Да, именно той весной я занялся изготовлением резины, желая удивить молодую жену чем-то не связанным с оружием. Вулканизация при наличии каучука и серы не так и сложна, потому ласты и маска для подводного плаванья вышли довольно быстро. Хуже пошло дело с изготовлением дыхательным клапанов и загубников, зато после них баллоны для воздуха спаяли совсем просто. Тут и выяснилось полное отсутствие нормальных насосов, их пришлось конструировать самому. Выручили мастера с нашего заводика, двое из них побывали «в горе» у Демидовых и представляли, что такое насос, правда, водяной. Всего за месяц экспериментов мы сварганили два насоса, способных создавать давление до десяти атмосфер, измерял я лично, за точность отвечаю. Благо, резина в качестве прокладок и уплотнителей на голову выше кожи. Подготовив и испытав на суше три водолазных комплекта, я собирался летом устроить сюрприз Ирине и своим друзьям, когда вода в реках и озёрах прогреется.
Наступившая весна и присущая ей слякоть направила мои мысли в практическую сторону, начавшуюся с создания прорезиненных валенок. По мере потепления на улице, рос мой опыт производства резиновой обуви. К июню на резиновые сапоги моей конструкции можно было смотреть без отвращения, к сожалению, на этом каучук закончился. Всего у меня вышли три пары мужских резиновых сапог, я сужу по размеру, так как внешне сапоги все были одинаково грязно-чёрного цвета. Женских сапог было четыре пары, высотой до колена, как раз по глубине большинства луж в деревне. Посчитав, сколько каучука потребуется для изготовления резиновых сапог хотя бы сотне моих бойцов, я ужаснулся, рискнув направить заявку с двумя образцами в столицу, Никите с Володей.

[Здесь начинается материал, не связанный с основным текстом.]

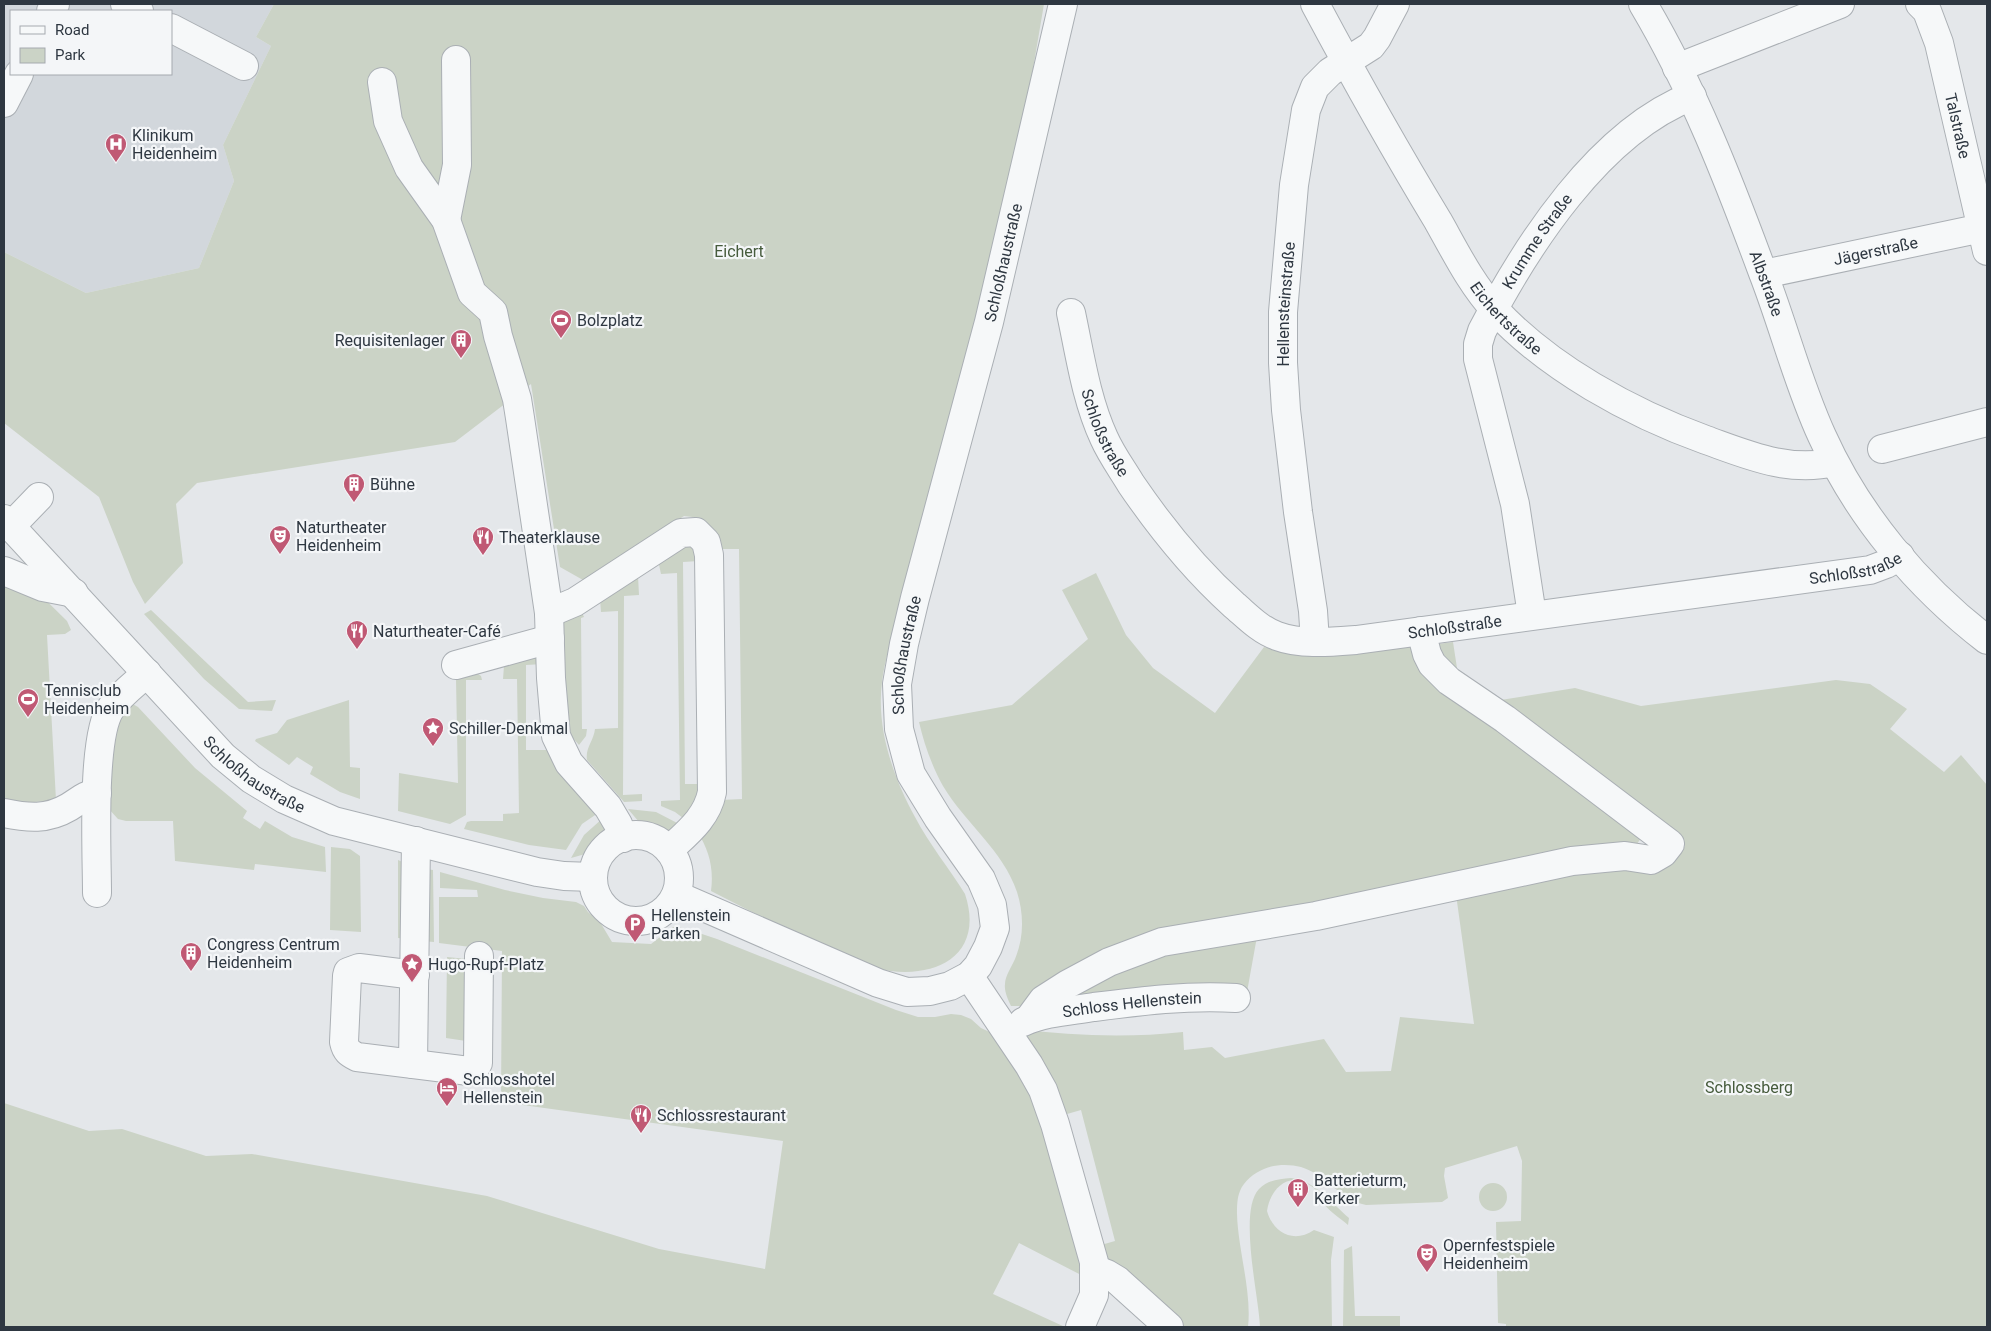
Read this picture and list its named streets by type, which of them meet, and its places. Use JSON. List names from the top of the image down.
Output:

В сыром климате Санкт-Петербурга резиновые сапоги будут им нужнее, технологию я подробно расписал в письме. А бороться с сырыми ногами и промокшей обувью пришлось классическим для Прикамья способом – всю территорию завода и улицы деревни мы выстелили дощатыми тротуарами, наши пилорамы работали весь световой день, и некондиционных досок было предостаточно.
Перед самой Троицей вернулся из столицы Акинфий Кузьмич, привёз нам гостинцы и письма от ребят. Никита решил Лушникова в совладельцы не брать, сделал завод на паях с Володей, денег вполне хватило. Патентный стол, наконец, организовали, поставив там руководителем нашего друга Желкевского. Одними из первых патентов, выданных Никитой, стали наши ружья, патроны, пара Вовкиных станков, револьверы, и отдельные узлы этих конструкций – ударно-спусковой механизм, револьверная подача патронов и некоторые другие. Одновременно с этим Никита отправил надёжных людей запатентовать пока только одни узлы в Англии и Голландии, само оружие мы решили скрывать как можно дольше. Кстати, Никита писал, что наши ружья прошли в Санкт-Петербурге на «ура», особенно после того, как Разумовский продемонстрировал их на царской охоте и преподнёс один экземпляр самой императрице Екатерине.
После этого цена ружей подскочила неимоверно, наши подарочные экземпляры удалось частично продать, вырученных денег хватило на организацию ружейного завода. Да ещё осталось на возвращение денег Володе и проплату заказа нам. Никита отправлял нам две тысячи рублей на изготовление ста тысяч капсюлей и двух тонн пороха. По прибытии товара обещал на такую же сумму закупить нам всё, чего запросим. В общем, поставка пороха и капсюлей в Питер становилась выгодным делом. Типографию с рабочими Никита обещал отправить уже нынче летом, спрашивал, почём пойдёт наша бумага, не выгоднее ли её продавать в столице. Короче, хватало приятных предложений, моментально задравших наши планы до небес. Лушников, вновь собранный, живой и весёлый, моментально вписался в работу. Он купил небольшой домик в столице и занялся строительством нормального, двухэтажного дома, наняв для этого артель. Сейчас, после наглядных примеров дороговизны проживания в Санкт-Петербурге, он больше нашего стремился раскрутить продажи, постоянно разъезжая по соседним сёлам и городам. Столица и её перспективы манили его возможностью выхода на иной уровень продаж, на заграничную торговлю, возможностью стать купцом первой гильдии.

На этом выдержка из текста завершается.